Source material:
——
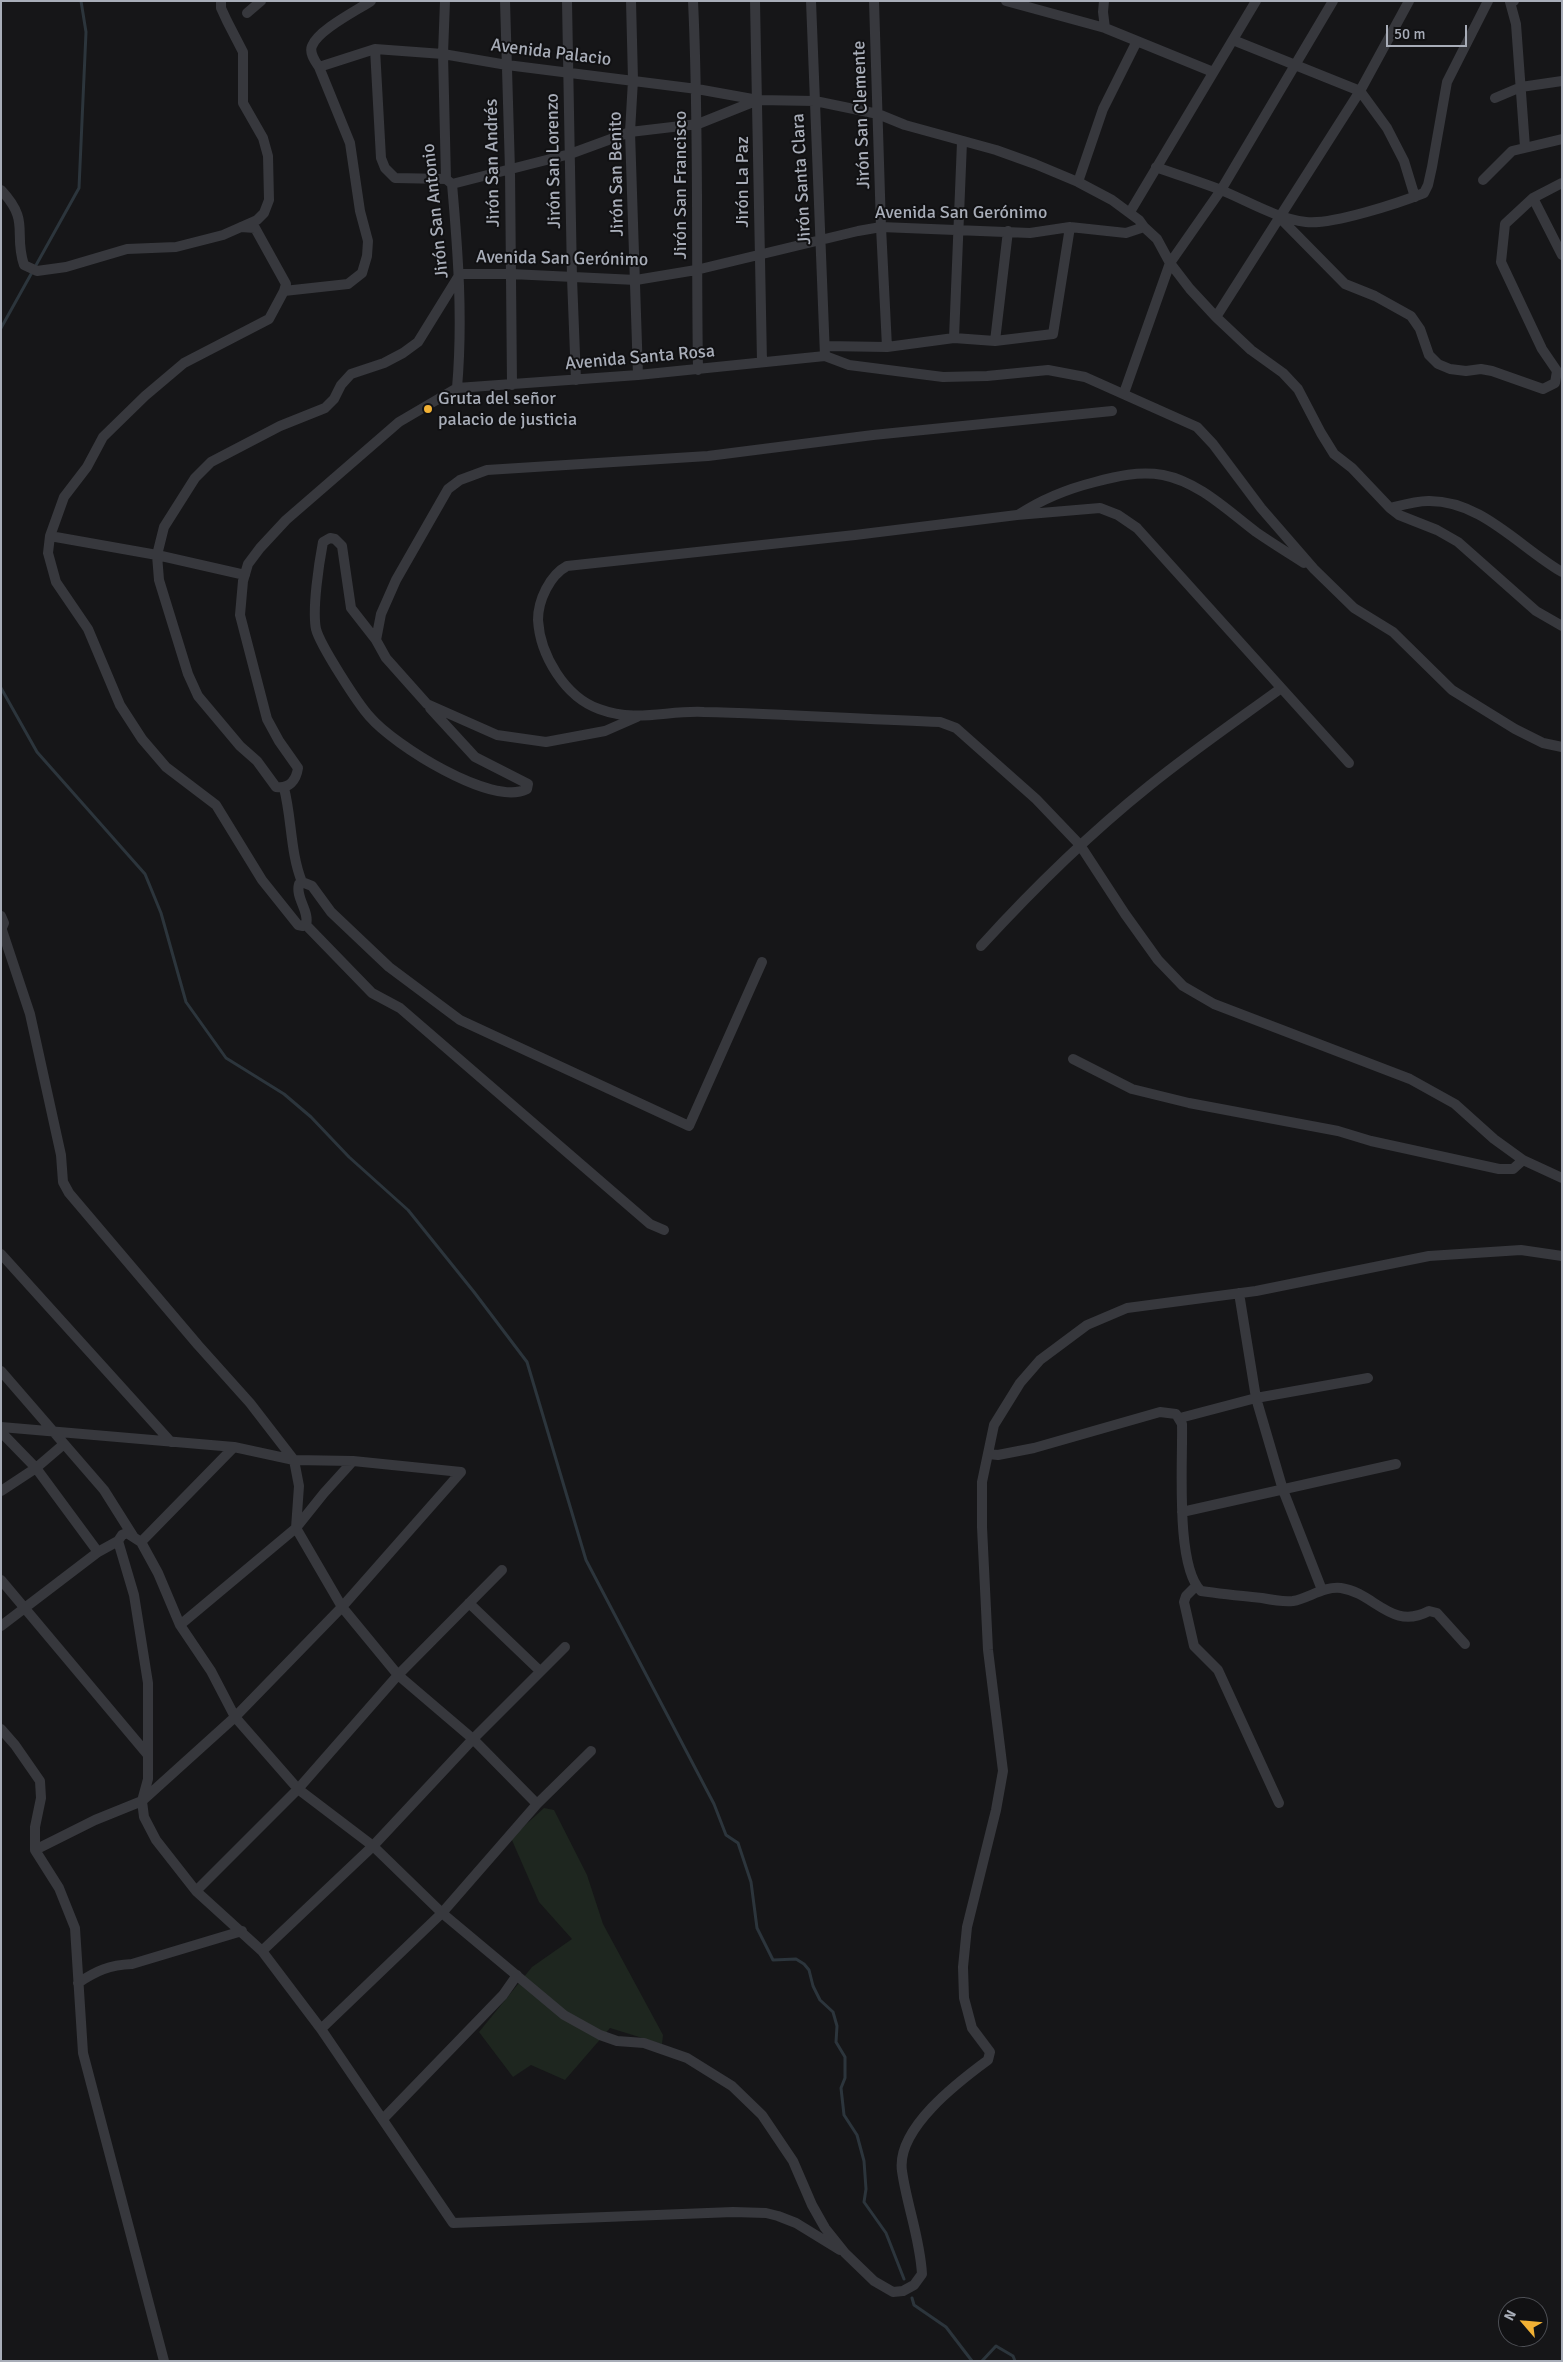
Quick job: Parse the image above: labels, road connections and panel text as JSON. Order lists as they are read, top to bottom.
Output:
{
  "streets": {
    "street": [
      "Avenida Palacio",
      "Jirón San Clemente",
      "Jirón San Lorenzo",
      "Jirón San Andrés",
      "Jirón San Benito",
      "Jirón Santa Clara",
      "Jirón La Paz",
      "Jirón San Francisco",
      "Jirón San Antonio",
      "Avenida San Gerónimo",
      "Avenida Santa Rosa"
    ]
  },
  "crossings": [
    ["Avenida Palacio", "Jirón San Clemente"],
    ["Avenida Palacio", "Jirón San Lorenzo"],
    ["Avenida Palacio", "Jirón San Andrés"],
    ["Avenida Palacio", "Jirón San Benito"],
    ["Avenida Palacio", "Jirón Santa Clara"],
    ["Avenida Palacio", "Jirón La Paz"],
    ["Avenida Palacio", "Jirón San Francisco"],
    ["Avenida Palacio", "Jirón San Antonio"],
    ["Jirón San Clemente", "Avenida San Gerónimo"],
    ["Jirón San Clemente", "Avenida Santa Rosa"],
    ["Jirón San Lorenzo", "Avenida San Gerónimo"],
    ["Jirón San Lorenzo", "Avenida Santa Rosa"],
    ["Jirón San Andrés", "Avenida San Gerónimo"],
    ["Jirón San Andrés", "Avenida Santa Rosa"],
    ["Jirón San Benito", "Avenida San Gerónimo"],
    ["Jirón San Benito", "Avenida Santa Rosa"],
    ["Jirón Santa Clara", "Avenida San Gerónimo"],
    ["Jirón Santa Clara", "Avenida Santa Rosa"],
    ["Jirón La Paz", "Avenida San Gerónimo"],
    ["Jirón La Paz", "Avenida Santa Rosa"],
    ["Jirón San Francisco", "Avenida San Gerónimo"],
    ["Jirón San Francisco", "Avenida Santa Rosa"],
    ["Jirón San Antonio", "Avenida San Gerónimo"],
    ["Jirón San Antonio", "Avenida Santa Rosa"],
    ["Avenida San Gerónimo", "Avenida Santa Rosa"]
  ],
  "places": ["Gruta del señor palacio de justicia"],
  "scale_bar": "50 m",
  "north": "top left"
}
——
Requirement:
Write the records above out again exactly, but not the pictures.

Task solution:
Quick job: Parse the image above: labels, road connections and panel text as JSON. Order lists as they are read, top to bottom.
Output:
{
  "streets": {
    "street": [
      "Avenida Palacio",
      "Jirón San Clemente",
      "Jirón San Lorenzo",
      "Jirón San Andrés",
      "Jirón San Benito",
      "Jirón Santa Clara",
      "Jirón La Paz",
      "Jirón San Francisco",
      "Jirón San Antonio",
      "Avenida San Gerónimo",
      "Avenida Santa Rosa"
    ]
  },
  "crossings": [
    ["Avenida Palacio", "Jirón San Clemente"],
    ["Avenida Palacio", "Jirón San Lorenzo"],
    ["Avenida Palacio", "Jirón San Andrés"],
    ["Avenida Palacio", "Jirón San Benito"],
    ["Avenida Palacio", "Jirón Santa Clara"],
    ["Avenida Palacio", "Jirón La Paz"],
    ["Avenida Palacio", "Jirón San Francisco"],
    ["Avenida Palacio", "Jirón San Antonio"],
    ["Jirón San Clemente", "Avenida San Gerónimo"],
    ["Jirón San Clemente", "Avenida Santa Rosa"],
    ["Jirón San Lorenzo", "Avenida San Gerónimo"],
    ["Jirón San Lorenzo", "Avenida Santa Rosa"],
    ["Jirón San Andrés", "Avenida San Gerónimo"],
    ["Jirón San Andrés", "Avenida Santa Rosa"],
    ["Jirón San Benito", "Avenida San Gerónimo"],
    ["Jirón San Benito", "Avenida Santa Rosa"],
    ["Jirón Santa Clara", "Avenida San Gerónimo"],
    ["Jirón Santa Clara", "Avenida Santa Rosa"],
    ["Jirón La Paz", "Avenida San Gerónimo"],
    ["Jirón La Paz", "Avenida Santa Rosa"],
    ["Jirón San Francisco", "Avenida San Gerónimo"],
    ["Jirón San Francisco", "Avenida Santa Rosa"],
    ["Jirón San Antonio", "Avenida San Gerónimo"],
    ["Jirón San Antonio", "Avenida Santa Rosa"],
    ["Avenida San Gerónimo", "Avenida Santa Rosa"]
  ],
  "places": ["Gruta del señor palacio de justicia"],
  "scale_bar": "50 m",
  "north": "top left"
}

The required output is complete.